Позднее скептицизм возродился под названием агностицизма. Основанием последнего стали все те же кажущиеся противоречивыми свойства мира. И.Кант обнаружил их как особые противоречия мышления. Например, из логических рассуждений о мире следовало, что последний должен быть и бесконечным - и в то же время конечным. Кант насчитал четыре такие антиномии, то есть противоречия мышления, в которых полярные суждения хотя и отрицают друг друга, но в то же самое время не могут друг без друга существовать. В частности, бесконечность требует конечности как логического вывода из самой себя - и наоборот. Каким образом можно было примирить эти противоположности, эти противоречия самого, как может показаться, разума? Кант не оказался настолько смел, чтобы заключить, что истины нет. Он завуалировал свой вывод так: истина-то, мол, все-таки есть, но мы просто не можем ее познать. Ибо разум наш для этого слишком слаб и ограничен противоречиями. Однако такое признание существования истины - лишь маскировка скептицизма. Раз мы истину познать не можем, то тогда, значит, для нас ее и нет вовсе. Заявлять: "истины нет вообще", или: "для нас истины нет" - это все равно что в лоб, что по лбу. Утверждение, что, вообще-то, истина, мол, есть, но что это, собственно, такое, мы познать не можем - это просто уловка, уход от ответа. Разве можно называть истиной непознанное, принципиально непознаваемое и, тем самым, совершенно неопределенное? Сие абсолютно пустая претензия - называть истиной то, что, по сути, сливается для нас с неопределенным. Почему тогда данное неопределенное мы не можем назвать ложью или как-нибудь еще? Откуда мы вообще знаем, что это именно истина, раз не имеем о ней никакого понятия? Ведь раз установлено, что истины для нас нет, то этим самым уже положен предел, уничтожающий для нас всякую истину. И тогда все рассуждения о том, существует ли истина вообще - неизвестно где, неизвестно в чем, в каком-то непонятном виде - суть уже чистое гадание на кофейной гуще. Так что по своему содержанию тезисы скептиков и агностиков - равнозначны. Агностицизм - это стыдливый скептицизм, который декларирует все то же самое, но просто другими, лишь несколько более "приличными" словами.

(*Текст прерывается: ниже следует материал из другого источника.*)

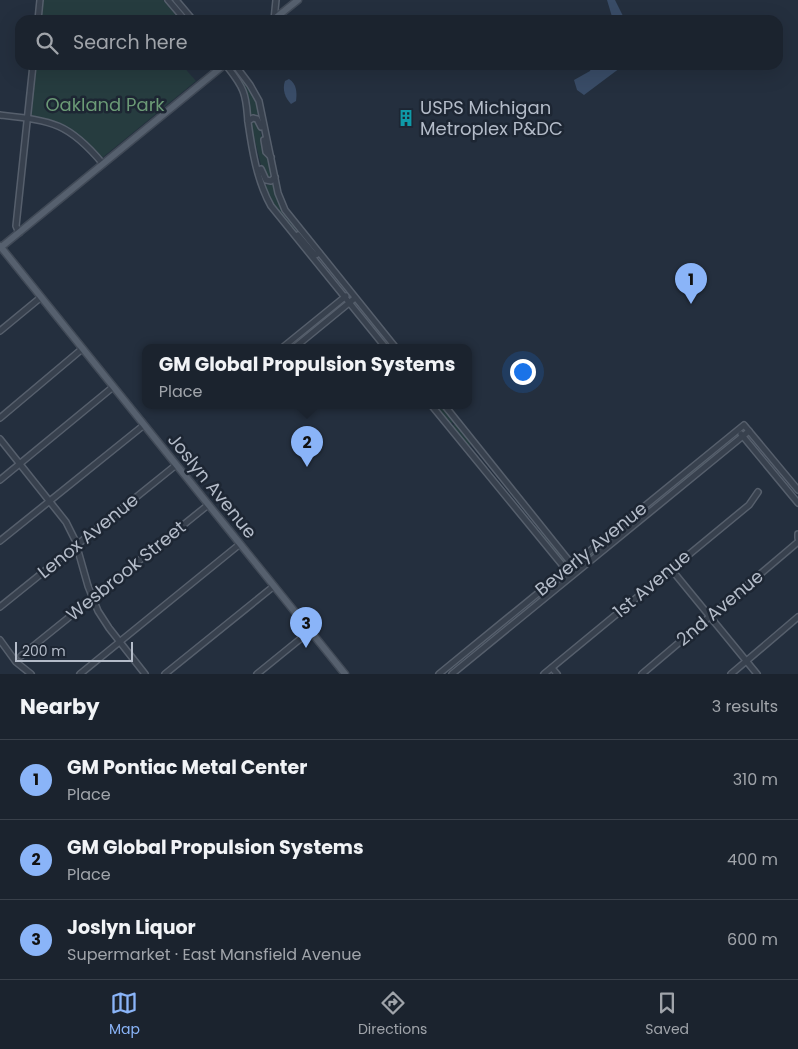 <!DOCTYPE html>
<html lang="en">
<head>
<meta charset="utf-8">
<style>
	:root { --surface:#1b232e; --page:#282f3a; --text:#f1f3f6; --muted:#a0a4aa; --line:#39404a; --accent:#8ab4f8 }
	body { margin:0; font-family:Poppins,sans-serif; background:var(--page); color:var(--text) }
	.scale { position:absolute; left:15px; bottom:12px; width:118px; box-sizing:border-box; padding-left:5px; border:2px solid #b4bcc9; border-top:0; font-size:14px; line-height:18px; white-space:nowrap; color:#b4bcc9; -webkit-text-stroke:4px #1d2633; paint-order:stroke }
	.you { position:absolute; left:522px; top:371px; width:18px; height:18px; margin:-12px; border:4px solid #fff; border-radius:50%; background:#1a73e8; box-shadow:0 0 0 8px #1a73e833 }
	.badge { display:grid; place-items:center; width:32px; height:32px; border-radius:50%; background:var(--accent); color:#111; font-size:16px; font-weight:700 }
	.pin { position:absolute; translate:-50% -41px; filter:drop-shadow(0 1px 2px #0008) }
	.pin::after { content:''; position:absolute; top:26px; width:18px; height:15px; background:inherit; clip-path:polygon(0 0,100% 0,50% 100%) }
	.popup { position:absolute; left:142px; top:344px; width:330px; height:65px; box-sizing:border-box; display:grid; place-content:center; border-radius:10px; background:var(--surface); filter:drop-shadow(0 1px 4px #0005); font-size:16px; white-space:nowrap; color:var(--muted) }
	.popup b { font-size:19px; color:var(--text) }
	.popup::after { content:''; position:absolute; left:50%; top:100%; margin-left:-10px; border:10px solid transparent; border-top-color:var(--surface) }
	.list { margin:0; padding:0; list-style:none }
	h2 { display:flex; justify-content:space-between; align-items:center; height:65px; margin:0; padding:0 20px; font-size:21px }
	h2 small { font-size:16px; font-weight:400; color:var(--muted) }
	.list li { display:grid; grid-template-columns:32px 1fr auto; gap:15px; align-items:center; box-sizing:border-box; height:80px; padding:0 20px; border-top:1px solid var(--line) }
	.list b { display:block; font-size:19px; white-space:nowrap }
	.list p { margin:0; font-size:16px; white-space:nowrap; color:var(--muted) }
	.list em { font-size:16px; font-style:normal; color:var(--muted) }
	.icon { flex:none; width:28px; height:28px; fill:none; stroke:currentColor; stroke-width:2; stroke-linecap:round; stroke-linejoin:round }
	.map { position:relative; flex:none; width:798px; height:674px; overflow:hidden }
	.search { position:absolute; background:var(--surface); box-shadow:0 5px 20px #0002; left:15px; right:15px; top:15px; height:55px; display:flex; align-items:center; gap:12px; box-sizing:border-box; padding:0 18px; border-radius:15px; color:var(--muted); font-size:19px }
	.sheet { height:305px; background:var(--surface) }
	nav { display:flex; justify-content:space-around; align-items:center; box-sizing:border-box; height:70px; border-top:1px solid var(--line); background:var(--surface); font-size:14px; color:var(--muted) }
	nav a { display:grid; justify-items:center; gap:2px }
	nav .on { color:var(--accent) }
	.map>svg:first-child { display:block }
	.green { fill:#263c3f }
	.water { fill:#394c67 }
	.lines { fill:none; stroke-linecap:round; stroke-linejoin:round }
	.minor-casing { stroke:#565f6c; stroke-width:8 }
	.major-casing { stroke:#414a57; stroke-width:9 }
	.minor { stroke:#38414e; stroke-width:5 }
	.major { stroke:#56606e; stroke-width:6 }
	.labels { text-anchor:middle; stroke-width:5; stroke-linejoin:round; paint-order:stroke }
	.park-label { font-size:18px; fill:#6b9a76; stroke:#1d2633 }
	.poi-label { font-size:18px; fill:#b4bcc9; stroke:#1d2633; text-anchor:start }
	.street-label { font-size:18px; fill:#b4bcc9; stroke:#1d2633 }
</style>
</head>
<body>
<div class="map">
<svg width="798" height="674" viewBox="0 0 798 674">
	<rect width="100%" height="100%" fill="#242f3e"/>
	<g class="green">
		<polygon points="42,0 163,0 180,20 40,20"/>
		<path d="M35 65H182L196 81 102 158C87 141 72 127 50 120 44 118 37 117 31 115Z"/>
		<path d="M234 71H235C245 83 258 98 259 114L250 116 246 91Z"/>
		<path d="M255 121C262 128 267 162 272 174L269 178 263 173 251 125 253 122Z"/>
		<polygon points="273,183 278,201 283,213 314,253 274,206 264,186"/>
		<polygon points="436,406 441,406 455,421 450,424"/>
		<polygon points="456,423 472,444 468,446 452,426"/>
		<polygon points="731,439 699,468 680,483 679,481"/>
		<polygon points="521,510 566,561 566,563 564,563"/>
		<polygon points="625,526 626,529 581,564 580,561"/>
	</g>
	<g class="water">
		<polygon points="607,0 615,0 625,20 613,20"/>
		<polygon points="593,65 624,65 584,95 577,90 574,80 590,71"/>
		<path d="M289 79C297 84 297 93 296 101L291 104C285 98 282 89 285 81Z"/>
	</g>
	<g class="lines">
		<g class="minor-casing">
			<g id="minor">
				<polyline points="168,0 185,20"/>
				<polyline points="176,0 193,20"/>
				<polyline points="38,20 40,0"/>
				<polyline points="274,20 276,0"/>
				<path d="M226 65C232 73 239 81 243 91 247 101 247 112 248 122 252 150 257 181 271 206L386 348"/>
				<polyline points="235,65 250,85 259,101 278,193 285,210 396,348"/>
				<path d="M0 115C52 121 68 122 103 164"/>
				<polyline points="248,121 253,118 257,119 261,127"/>
				<polyline points="264,140 266,152 271,157"/>
				<polyline points="261,169 266,180 271,181 275,177"/>
				<polyline points="19,233 16,226 33,65"/>
				<polyline points="298,235 314,254 316,255 319,253"/>
				<polyline points="0,331 40,298"/>
				<polyline points="282,348 346,296"/>
				<polyline points="294,348 355,298"/>
				<polyline points="432,406 568,572"/>
				<polyline points="445,406 574,567"/>
				<polyline points="0,418 82,349"/>
				<polyline points="741,434 798,503"/>
				<polyline points="0,439 66,522 75,540 88,586 98,611 109,628 145,674"/>
				<polyline points="0,480 113,387"/>
				<polyline points="798,534 798,538"/>
				<polyline points="0,541 144,425"/>
				<polyline points="671,569 757,674"/>
				<polyline points="0,607 176,465"/>
				<polyline points="0,640 16,662 31,674"/>
				<polyline points="21,656 208,505"/>
				<polyline points="552,668 557,674"/>
				<polyline points="80,674 240,544"/>
				<polyline points="165,674 274,586"/>
				<polyline points="257,674 310,631"/>
				<polyline points="439,674 744,425 798,490"/>
				<polyline points="452,674 749,431"/>
				<polyline points="544,674 749,505 758,492"/>
				<polyline points="642,674 798,542"/>
				<polyline points="731,674 798,617"/>
			</g>
		</g>
		<g class="major-casing">
			<g id="major">
				<polyline points="273,20 298,0"/>
				<polyline points="0,246 345,674"/>
				<polyline points="0,248 224,65"/>
			</g>
		</g>
		<use href="#minor" class="minor"/>
		<use href="#major" class="major"/>
	</g>
	<defs>
		<g id="building-bare" transform="scale(1.35)"><path d="M-4-6H4V6H1V3H-1V6H-4ZM-2.5-4.3h1.7v1.8h-1.7ZM.8-4.3h1.7v1.8H.8ZM-2.5-1h1.7V.8h-1.7ZM.8-1h1.7V.8H.8Z" fill="#0f9aa8" stroke="#1d2633" stroke-width="2.5" paint-order="stroke"/></g>
	</defs>
	<g fill-rule="evenodd">
		<use href="#building-bare" x="406" y="118"/>
	</g>
	<g class="labels">
		<g class="park-label">
			<text x="105" y="111">Oakland Park</text>
		</g>
		<g class="poi-label">
			<text x="420" y="114">USPS Michigan<tspan x="420" dy="21">Metroplex P&amp;DC</tspan></text>
		</g>
		<g class="street-label">
			<text transform="translate(212 486) rotate(51)" y="6">Joslyn Avenue</text>
			<text transform="translate(88 536) rotate(-39)" y="6">Lenox Avenue</text>
			<text transform="translate(591 549) rotate(-39)" y="6">Beverly Avenue</text>
			<text transform="translate(126 571) rotate(-39)" y="6">Wesbrook Street</text>
			<text transform="translate(652 584) rotate(-40)" y="6">1st Avenue</text>
			<text transform="translate(720 608) rotate(-40)" y="6">2nd Avenue</text>
		</g>
	</g>
</svg>
<div class="scale">200 m</div>
<div class="you"></div>
<div class="pin badge" style="left:691px;top:304px">1</div>
<div class="pin badge" style="left:307px;top:467px">2</div>
<div class="popup"><b>GM Global Propulsion Systems</b>Place</div>
<div class="pin badge" style="left:306px;top:648px">3</div>
<div class="search"><svg class="icon" aria-label="search" viewBox="0 0 24 24"><circle cx="10" cy="10" r="6"/><path d="M15 15l6 6"/></svg>Search here</div>
</div>
<section class="sheet">
<h2>Nearby<small>3 results</small></h2>
<ul class="list">
<li><span class="badge">1</span><div><b>GM Pontiac Metal Center</b><p>Place</p></div><em>310 m</em></li>
<li><span class="badge">2</span><div><b>GM Global Propulsion Systems</b><p>Place</p></div><em>400 m</em></li>
<li><span class="badge">3</span><div><b>Joslyn Liquor</b><p>Supermarket · East Mansfield Avenue</p></div><em>600 m</em></li>
</ul>
</section>
<nav>
<a class="on"><svg class="icon" aria-label="map" viewBox="0 0 24 24"><path d="M3 6l6-2 6 2 6-2v14l-6 2-6-2-6 2zM9 4v14M15 6v14"/></svg>Map</a>
<a><svg class="icon" aria-label="directions" viewBox="0 0 24 24"><path d="M12 3l9 9-9 9-9-9zM9 14v-3h6M13 9l2 2-2 2"/></svg>Directions</a>
<a><svg class="icon" aria-label="saved" viewBox="0 0 24 24"><path d="M7 4h10v16l-5-4-5 4z"/></svg>Saved</a>
</nav>
</body>
</html>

Если начать как следует разбираться с основаниями скептицизма и агностицизма, то можно заметить, что в защиту тезисов скептиков и агностиков выступают одни только выводы, порожденные кажущимися, то бишь ложно понятыми противоречиями мира. Да, все так и есть: реальный мир одновременно и конечен, и бесконечен; пространство, действительно, и прерывно, и в то же время - непрерывно. Мышление способно данные характеристики мира обнаружить, но у скептиков оно оказалось еще не в состоянии их переварить и правильно соединить. Это было первое спотыкание философии о сложность мироустройства и первое младенческое ее падение, выразившееся в усомнении в способности разума вообще что-либо познавать как истинное. Скептики тут спасовали, решив, что раз логика привела их к такому противоречию, которое сама же и отрицает - то, значит, долой ее, эту логику. Однако на самом-то деле тут виновата вовсе не логика, тут виновато лишь неправильное рассмотрение противоречий. В реальности их нет в том буквальном смысле, который сообщает им не понимающее сути дела мышление скептиков и агностиков. Противоречия эти на самом деле, повторяю, ложны. Они были сформированы в результате некорректных мыслительных операций, в результате спутывания разных предметов мышления. О чем я, возможно, как-нибудь напишу более подробно, но значительно позже.
Вот таковы основания скептицизма. А что имеется против него? Ну, во-первых, сам тот факт, что свой тезис скептики доказывают. То есть для того, чтобы обосновать свое суждение "истины нет", они опираются на некие утверждения, которые, таким образом, сами же неизбежно признают истинными. Это абсолютное противоречие. Это доказательство посредством тех или иных утверждений, молчаливо признаваемых за истины, отсутствия истин вообще. Доказательство отсутствия истин путем предъявления этих самых истин. То бишь это полный абсурд. Тезис скептиков принципиально отрицает какие-либо доказательства самого себя, он может быть только провозглашенным априори, может основываться только на вере. А сие уже не наука. Реально скептики, выходит, все- таки признают наличие каких-то истин. Опровергать же они по идее, по логике своего подхода могут лишь наличие неких особых истин - например, такой истины, что пространство прерывно. То есть они могут опровергать наличие истин, связанных с особенностями устройства мира. Тут скептикам надо было только суметь примирить логические противоречия, что было бы вполне возможно, если бы они смогли рассмотреть данные противоречия как противоречия именно мира, а не абстрактной логики. О чем пойдет речь чуть ниже.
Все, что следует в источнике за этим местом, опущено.